Supplied data
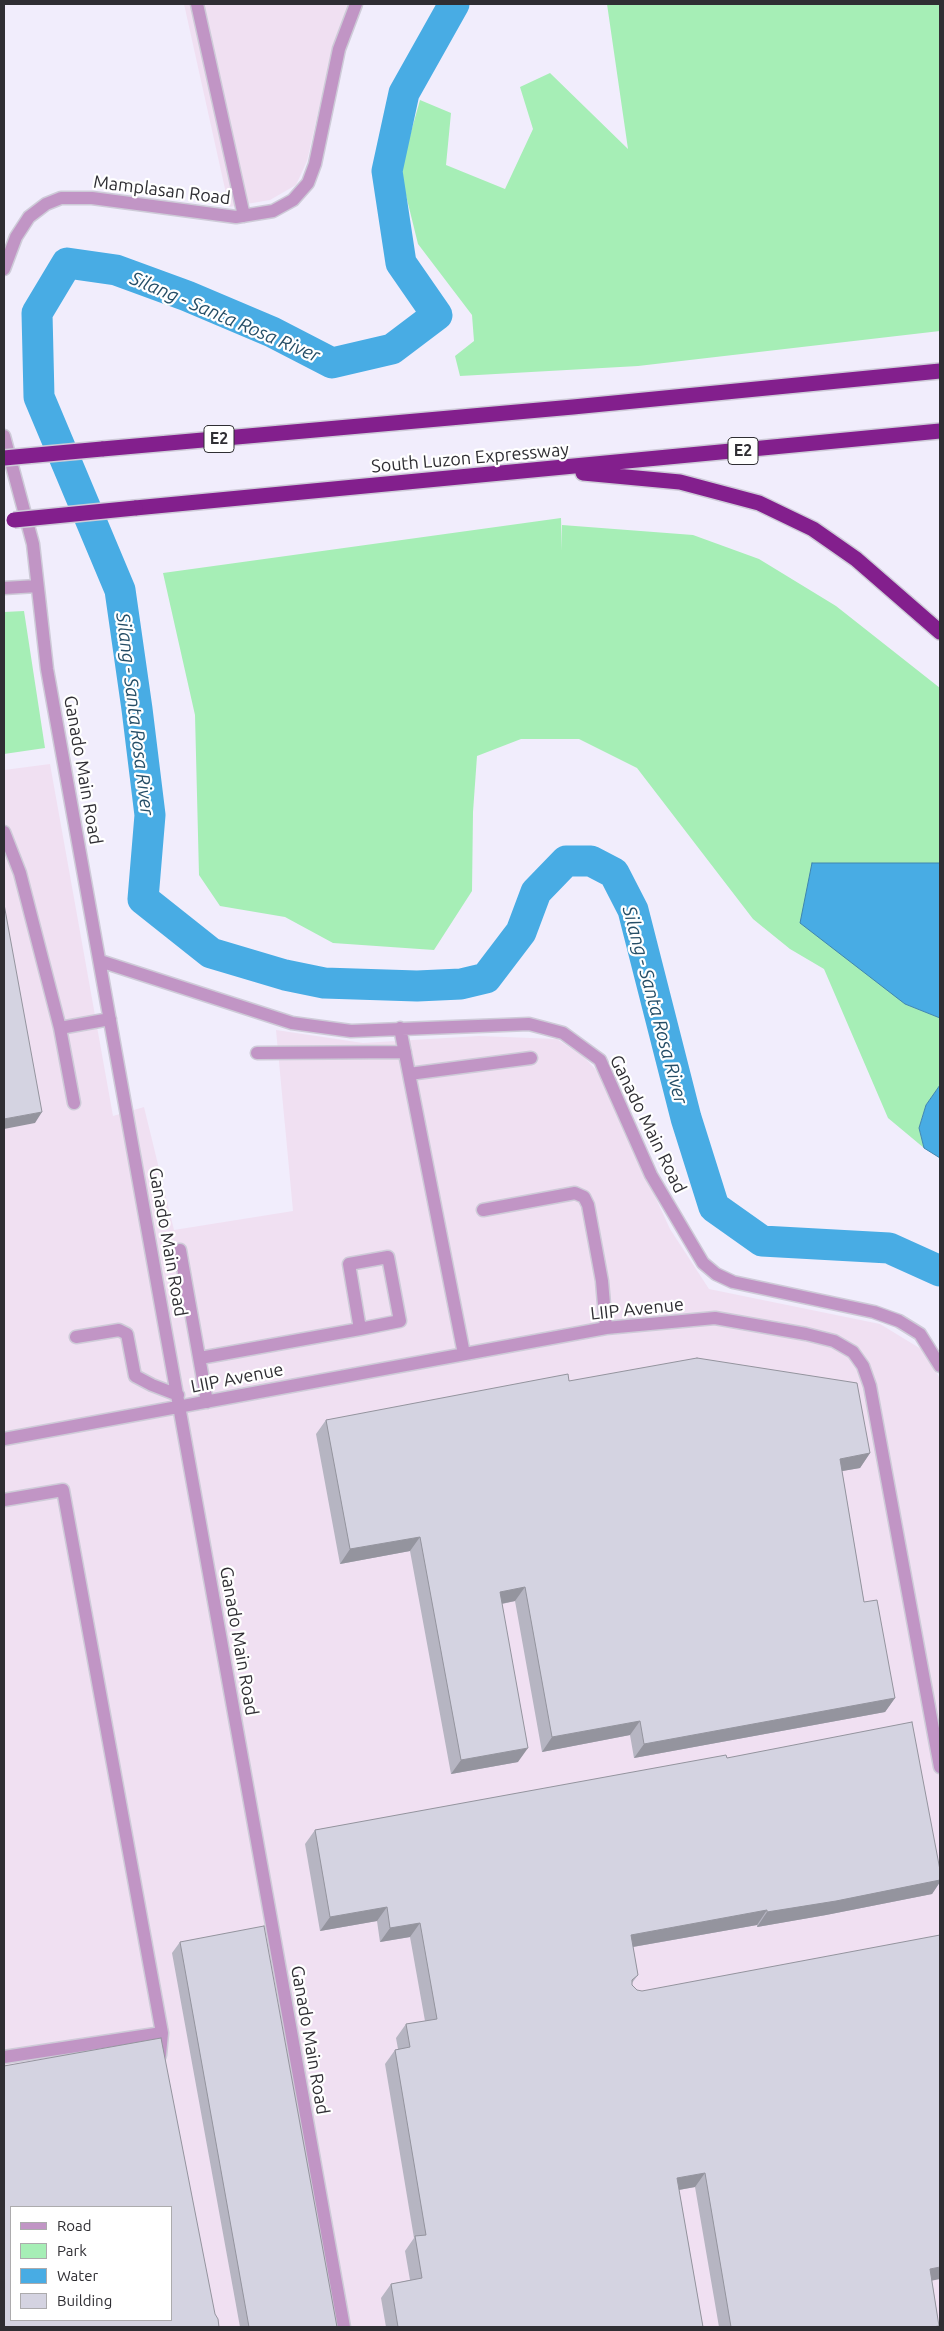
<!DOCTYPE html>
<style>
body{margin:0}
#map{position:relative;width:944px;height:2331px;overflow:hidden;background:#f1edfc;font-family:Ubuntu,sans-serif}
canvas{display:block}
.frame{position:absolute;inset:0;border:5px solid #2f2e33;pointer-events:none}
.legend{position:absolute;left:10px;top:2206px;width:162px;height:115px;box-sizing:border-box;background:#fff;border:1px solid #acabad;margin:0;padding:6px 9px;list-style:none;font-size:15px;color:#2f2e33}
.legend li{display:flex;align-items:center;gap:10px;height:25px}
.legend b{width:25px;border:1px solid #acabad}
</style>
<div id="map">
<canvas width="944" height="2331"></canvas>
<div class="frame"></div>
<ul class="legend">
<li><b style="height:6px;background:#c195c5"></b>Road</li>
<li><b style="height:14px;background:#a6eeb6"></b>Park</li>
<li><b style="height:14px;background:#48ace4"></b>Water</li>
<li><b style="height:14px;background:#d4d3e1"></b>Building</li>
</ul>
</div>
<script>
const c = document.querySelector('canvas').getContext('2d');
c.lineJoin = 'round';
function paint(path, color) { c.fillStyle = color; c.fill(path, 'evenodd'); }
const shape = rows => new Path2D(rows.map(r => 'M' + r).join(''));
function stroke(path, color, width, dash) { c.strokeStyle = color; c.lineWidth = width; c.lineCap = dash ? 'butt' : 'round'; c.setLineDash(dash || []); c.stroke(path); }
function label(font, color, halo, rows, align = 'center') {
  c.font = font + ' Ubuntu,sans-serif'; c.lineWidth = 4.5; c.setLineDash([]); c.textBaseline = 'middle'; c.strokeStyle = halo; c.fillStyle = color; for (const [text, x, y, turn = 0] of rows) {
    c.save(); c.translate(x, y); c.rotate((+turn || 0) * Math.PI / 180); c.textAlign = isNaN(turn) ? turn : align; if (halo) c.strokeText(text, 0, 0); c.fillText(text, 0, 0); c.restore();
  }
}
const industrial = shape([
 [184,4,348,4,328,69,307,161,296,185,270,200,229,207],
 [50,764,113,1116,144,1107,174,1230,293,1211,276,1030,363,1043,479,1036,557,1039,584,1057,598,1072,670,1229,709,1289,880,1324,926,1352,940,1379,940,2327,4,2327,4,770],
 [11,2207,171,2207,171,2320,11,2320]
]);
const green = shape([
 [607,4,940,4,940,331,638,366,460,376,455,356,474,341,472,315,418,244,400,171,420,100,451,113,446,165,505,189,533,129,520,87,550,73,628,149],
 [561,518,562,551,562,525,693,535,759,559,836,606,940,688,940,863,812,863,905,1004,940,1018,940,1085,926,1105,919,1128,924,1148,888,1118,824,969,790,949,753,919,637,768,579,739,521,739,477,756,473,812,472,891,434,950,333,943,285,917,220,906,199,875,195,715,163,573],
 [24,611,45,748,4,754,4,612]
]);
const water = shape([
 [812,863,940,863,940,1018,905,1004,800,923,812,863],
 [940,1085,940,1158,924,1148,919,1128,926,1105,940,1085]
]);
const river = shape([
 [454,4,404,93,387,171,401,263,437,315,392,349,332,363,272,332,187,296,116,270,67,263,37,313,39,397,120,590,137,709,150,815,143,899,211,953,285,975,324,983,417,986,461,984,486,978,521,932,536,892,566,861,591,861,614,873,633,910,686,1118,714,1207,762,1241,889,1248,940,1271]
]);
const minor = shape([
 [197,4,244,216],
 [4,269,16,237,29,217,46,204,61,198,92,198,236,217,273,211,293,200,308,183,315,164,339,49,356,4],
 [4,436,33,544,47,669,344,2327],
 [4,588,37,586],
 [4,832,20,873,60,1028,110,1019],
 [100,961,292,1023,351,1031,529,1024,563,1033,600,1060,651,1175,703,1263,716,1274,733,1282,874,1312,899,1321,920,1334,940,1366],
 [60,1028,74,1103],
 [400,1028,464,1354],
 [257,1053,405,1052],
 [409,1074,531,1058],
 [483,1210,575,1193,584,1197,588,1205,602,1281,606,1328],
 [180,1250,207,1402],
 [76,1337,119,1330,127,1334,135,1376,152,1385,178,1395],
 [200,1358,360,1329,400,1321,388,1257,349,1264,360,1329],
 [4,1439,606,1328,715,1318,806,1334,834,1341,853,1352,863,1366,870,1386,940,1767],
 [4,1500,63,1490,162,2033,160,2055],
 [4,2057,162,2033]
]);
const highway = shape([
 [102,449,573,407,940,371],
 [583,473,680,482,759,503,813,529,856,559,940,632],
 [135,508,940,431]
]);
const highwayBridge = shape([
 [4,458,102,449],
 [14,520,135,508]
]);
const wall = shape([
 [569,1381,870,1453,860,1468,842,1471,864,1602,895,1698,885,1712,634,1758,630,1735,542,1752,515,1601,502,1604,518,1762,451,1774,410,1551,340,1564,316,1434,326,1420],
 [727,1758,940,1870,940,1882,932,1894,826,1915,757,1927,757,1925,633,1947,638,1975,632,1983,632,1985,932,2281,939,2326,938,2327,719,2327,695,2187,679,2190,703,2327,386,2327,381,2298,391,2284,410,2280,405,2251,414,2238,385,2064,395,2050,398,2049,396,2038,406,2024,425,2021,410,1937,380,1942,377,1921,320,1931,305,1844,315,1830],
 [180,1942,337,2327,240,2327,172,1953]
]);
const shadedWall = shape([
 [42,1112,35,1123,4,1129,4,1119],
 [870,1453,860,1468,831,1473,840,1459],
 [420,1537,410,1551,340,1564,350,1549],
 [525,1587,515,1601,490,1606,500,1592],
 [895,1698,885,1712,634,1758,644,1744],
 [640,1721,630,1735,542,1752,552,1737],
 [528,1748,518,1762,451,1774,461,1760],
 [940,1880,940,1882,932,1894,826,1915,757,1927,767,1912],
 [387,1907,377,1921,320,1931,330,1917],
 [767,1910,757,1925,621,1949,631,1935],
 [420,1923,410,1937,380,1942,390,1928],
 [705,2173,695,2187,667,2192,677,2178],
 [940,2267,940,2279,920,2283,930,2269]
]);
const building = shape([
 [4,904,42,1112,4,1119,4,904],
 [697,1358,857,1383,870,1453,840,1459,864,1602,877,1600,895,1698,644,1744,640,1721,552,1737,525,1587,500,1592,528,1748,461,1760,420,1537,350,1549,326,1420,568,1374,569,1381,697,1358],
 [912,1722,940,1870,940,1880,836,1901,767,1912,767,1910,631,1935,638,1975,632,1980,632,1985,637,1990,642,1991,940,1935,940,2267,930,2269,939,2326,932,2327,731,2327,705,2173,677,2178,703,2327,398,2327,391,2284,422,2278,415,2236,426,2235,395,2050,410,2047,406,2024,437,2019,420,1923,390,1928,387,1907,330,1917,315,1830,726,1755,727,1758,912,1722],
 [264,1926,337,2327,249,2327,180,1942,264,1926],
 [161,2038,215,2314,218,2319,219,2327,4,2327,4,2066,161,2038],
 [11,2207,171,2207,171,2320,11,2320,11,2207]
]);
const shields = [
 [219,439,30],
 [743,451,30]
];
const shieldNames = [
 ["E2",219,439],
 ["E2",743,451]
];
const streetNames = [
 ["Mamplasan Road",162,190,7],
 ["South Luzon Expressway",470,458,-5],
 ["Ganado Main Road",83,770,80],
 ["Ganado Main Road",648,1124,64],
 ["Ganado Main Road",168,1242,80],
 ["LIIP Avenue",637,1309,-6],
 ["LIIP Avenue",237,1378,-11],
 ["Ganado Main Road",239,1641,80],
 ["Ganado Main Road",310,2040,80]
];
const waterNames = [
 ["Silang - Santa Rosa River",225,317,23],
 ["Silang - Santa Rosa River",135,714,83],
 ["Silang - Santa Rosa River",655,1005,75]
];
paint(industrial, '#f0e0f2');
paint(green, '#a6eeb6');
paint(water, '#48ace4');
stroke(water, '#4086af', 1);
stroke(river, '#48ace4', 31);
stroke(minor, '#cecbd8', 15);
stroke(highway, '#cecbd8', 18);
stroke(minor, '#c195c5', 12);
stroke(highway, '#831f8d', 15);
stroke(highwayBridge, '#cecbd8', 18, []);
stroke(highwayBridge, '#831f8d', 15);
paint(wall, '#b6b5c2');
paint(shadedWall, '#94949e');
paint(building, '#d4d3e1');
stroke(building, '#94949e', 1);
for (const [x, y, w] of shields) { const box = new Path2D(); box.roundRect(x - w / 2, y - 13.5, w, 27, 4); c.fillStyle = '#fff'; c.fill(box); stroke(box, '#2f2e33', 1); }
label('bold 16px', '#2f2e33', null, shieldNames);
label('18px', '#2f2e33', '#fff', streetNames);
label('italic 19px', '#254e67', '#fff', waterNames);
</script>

Problem details
Looking at the records above, work out how many lines include the word "Avenue", then give that number by itself.

Written answer
2